Physics institute in Russia

The Institute for Theoretical and Experimental Physics (ITEP; Russian Институт теоретической и экспериментальной физики) is a multi-disciplinary research center located in Moscow, Russia. ITEP carries out research in the fields of theoretical and mathematical physics, astrophysics, high energy particle physics, nuclear physics, plasma physics, solid state physics, nanotechnology, reactor and accelerator physics, medical physics, and computer science. ITEP also maintains an extensive educational program and organizes physics schools for scholars and undergraduates.
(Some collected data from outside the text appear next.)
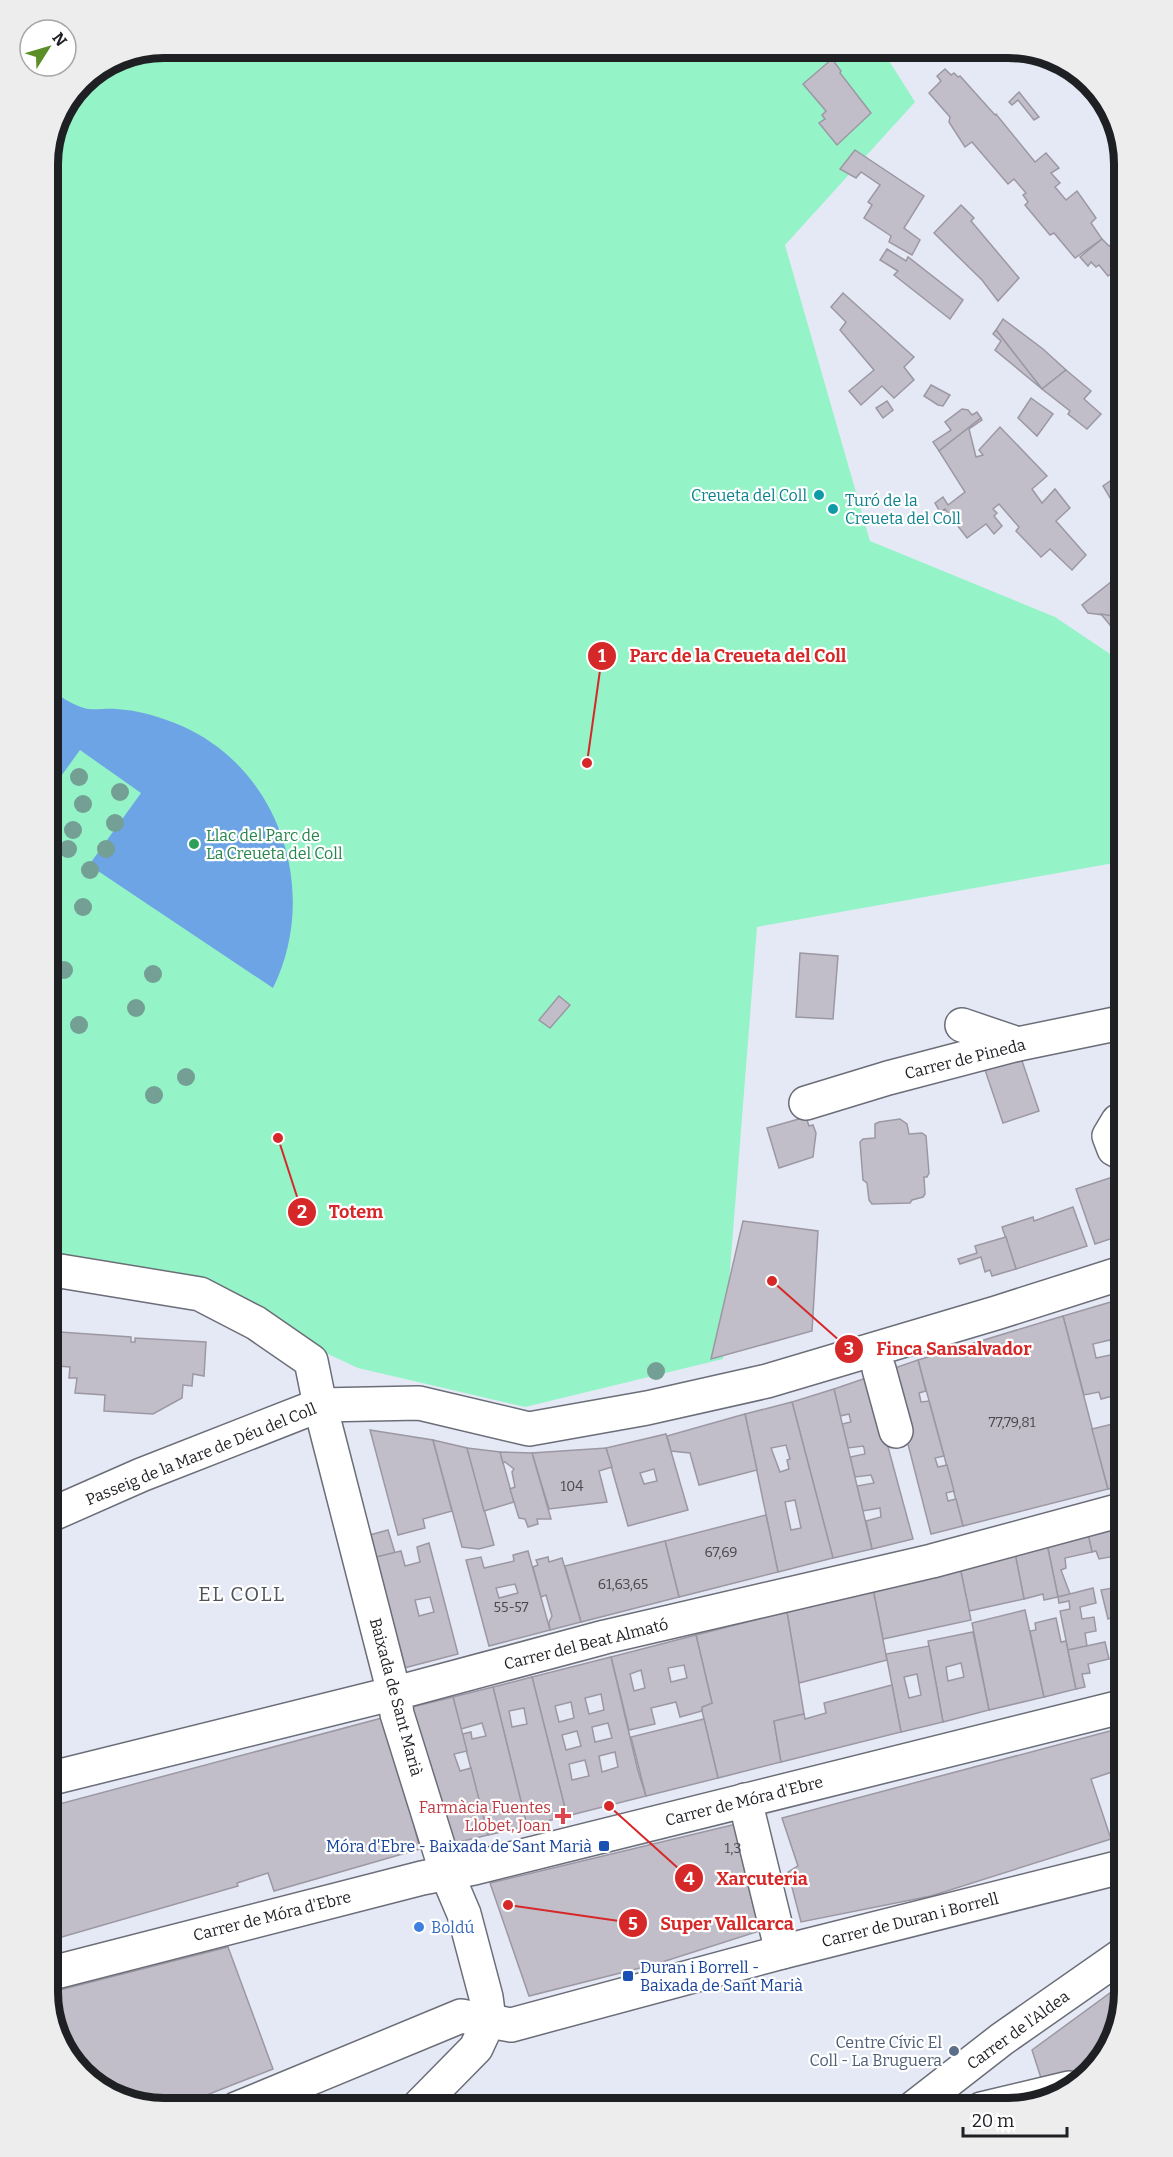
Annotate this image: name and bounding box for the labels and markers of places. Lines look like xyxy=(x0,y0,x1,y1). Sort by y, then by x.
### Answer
place label: Creueta del Coll xyxy=(691,486,807,505)
marker: Creueta del Coll xyxy=(812,488,826,502)
place label: Turó de la Creueta del Coll xyxy=(845,491,961,528)
marker: Turó de la Creueta del Coll xyxy=(826,502,840,516)
callout: Parc de la Creueta del Coll xyxy=(587,638,858,674)
place label: Llac del Parc de La Creueta del Coll xyxy=(206,826,343,863)
marker: Llac del Parc de La Creueta del Coll xyxy=(187,837,201,851)
callout: Totem xyxy=(287,1194,395,1230)
callout: Finca Sansalvador xyxy=(834,1331,1044,1367)
place label: Farmàcia Fuentes Llobet, Joan xyxy=(419,1798,551,1835)
marker: Farmàcia Fuentes Llobet, Joan xyxy=(556,1809,570,1823)
place label: Móra d'Ebre - Baixada de Sant Marià xyxy=(326,1837,592,1856)
marker: Móra d'Ebre - Baixada de Sant Marià xyxy=(597,1839,611,1853)
callout: Xarcuteria xyxy=(674,1860,820,1896)
callout: Super Vallcarca xyxy=(618,1905,806,1941)
place label: Boldú xyxy=(431,1918,474,1937)
marker: Boldú xyxy=(412,1920,426,1934)
place label: Duran i Borrell - Baixada de Sant Marià xyxy=(640,1958,803,1995)
marker: Duran i Borrell - Baixada de Sant Marià xyxy=(621,1969,635,1983)
place label: Centre Cívic El Coll - La Bruguera xyxy=(810,2033,942,2070)
marker: Centre Cívic El Coll - La Bruguera xyxy=(947,2044,961,2058)

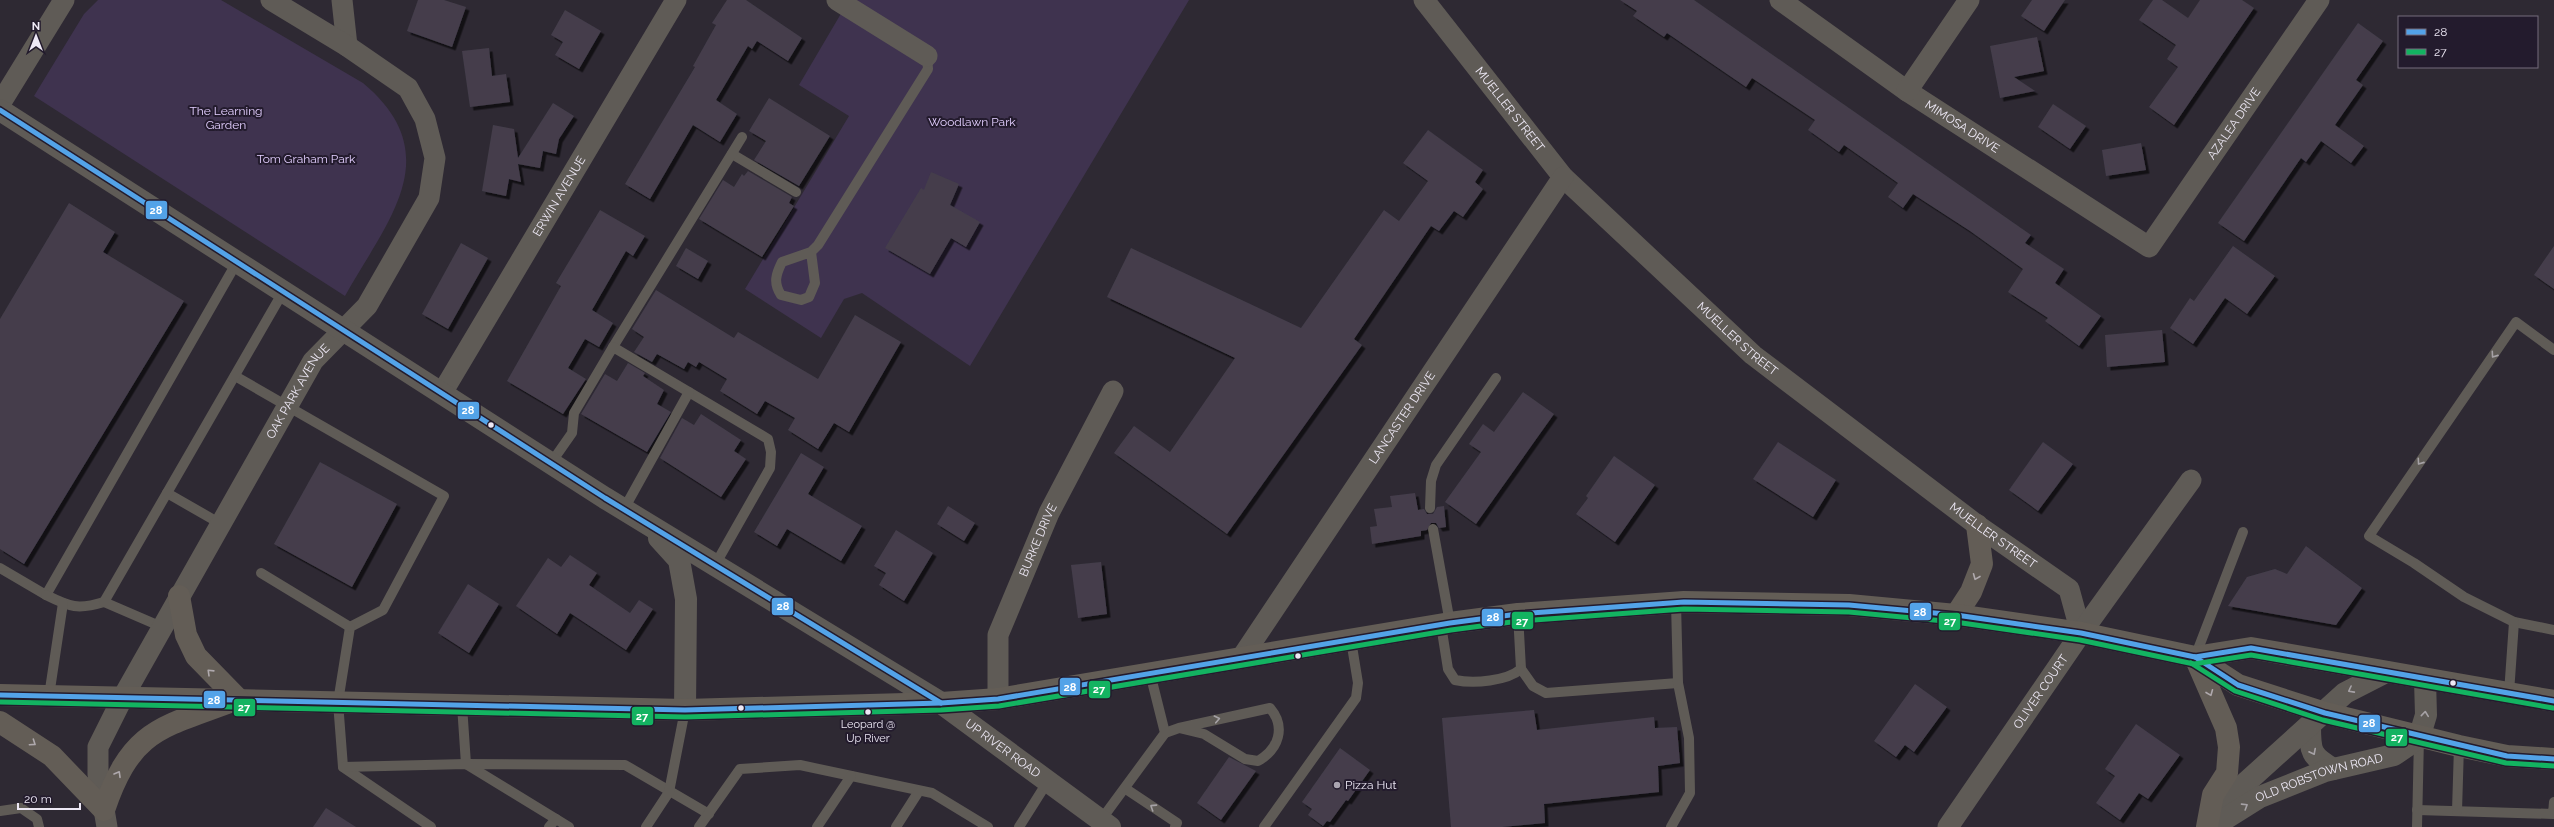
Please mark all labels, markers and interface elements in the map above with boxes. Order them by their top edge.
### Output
north arrow [16,16,56,56]
legend [2398,16,2538,68]
text: N [32,20,40,33]
text: 28 [2434,25,2447,39]
text: 27 [2434,45,2447,59]
street label: MUELLER STREET [1472,64,1548,155]
street label: AZALEA DRIVE [2204,85,2263,162]
street label: MIMOSA DRIVE [1922,97,2002,156]
park label: The Learning Garden [189,104,263,132]
park label: Woodlawn Park [928,115,1016,129]
park label: Tom Graham Park [257,152,356,166]
street label: ERWIN AVENUE [530,154,588,239]
line badge: 28 [145,200,168,220]
text: 28 [150,204,163,217]
street label: MUELLER STREET [1694,299,1781,379]
street label: OAK PARK AVENUE [263,341,333,441]
one-way arrow [2492,350,2499,357]
street label: LANCASTER DRIVE [1366,369,1438,466]
line badge: 28 [457,401,480,420]
text: 28 [462,404,475,417]
unlabelled marker [486,420,496,430]
one-way arrow [2418,457,2425,464]
street label: MUELLER STREET [1947,500,2040,572]
street label: BURKE DRIVE [1016,501,1060,579]
one-way arrow [1973,573,1981,580]
line badge: 28 [771,597,794,616]
text: 28 [777,600,790,613]
line badge: 28 [1909,602,1932,621]
text: 28 [1914,606,1927,619]
line badge: 28 [1481,608,1504,627]
text: 28 [1487,611,1500,624]
line badge: 27 [1511,611,1534,630]
line badge: 27 [1938,612,1961,631]
text: 27 [1516,615,1529,628]
text: 27 [1944,615,1957,628]
unlabelled marker [1293,651,1303,661]
street label: OLIVER COURT [2010,651,2071,731]
one-way arrow [207,669,215,677]
line badge: 28 [1059,677,1081,696]
unlabelled marker [2448,678,2458,688]
line badge: 27 [1088,680,1111,699]
text: 28 [1064,681,1077,694]
text: 27 [1093,683,1106,696]
one-way arrow [2348,685,2355,693]
line badge: 28 [203,690,226,709]
one-way arrow [2205,690,2213,697]
text: 28 [208,694,221,707]
line badge: 27 [233,698,256,717]
text: 27 [238,701,251,714]
unlabelled marker [736,703,746,713]
line badge: 27 [631,706,654,726]
marker: Leopard @ Up River [863,707,873,717]
text: 27 [636,710,649,723]
one-way arrow [2420,711,2429,717]
line badge: 28 [2358,714,2381,733]
street label: UP RIVER ROAD [962,716,1043,781]
one-way arrow [1214,716,1220,724]
text: 28 [2363,717,2376,730]
place label: Leopard @ Up River [841,718,895,745]
line badge: 27 [2385,728,2408,747]
text: 27 [2391,731,2404,744]
one-way arrow [28,738,35,745]
one-way arrow [2308,748,2316,755]
street label: OLD ROBSTOWN ROAD [2253,751,2385,805]
one-way arrow [113,771,120,778]
place label: Pizza Hut [1345,778,1397,792]
marker: Pizza Hut [1332,780,1342,790]
scale bar [18,785,80,811]
text: 20 m [24,792,52,806]
one-way arrow [2241,804,2248,811]
one-way arrow [1151,805,1158,812]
The institute is located near the corner of the Sevastopol prospect and the Nachimowski prospect (address Bolschaja Cheremuskinskaja 25) and occupies part of the former estate Cheryomushki-Znamenskoye – an 18th-century manor that is a monument of architecture and landscape art of the 18th–19th centuries.

== History ==
ITEP was established on December 1, 1945, initially carrying the name "Laboratory №3", with the purpose of conceiving a heavy water nuclear reactor and cosmic ray studies. Developed of the theoretical part KS 150. The laboratory worked with nuclear reactor development in the 1940s and over the years the institute expanded its research programme into high energy particle physics, astrophysics, medical physics and other related fields.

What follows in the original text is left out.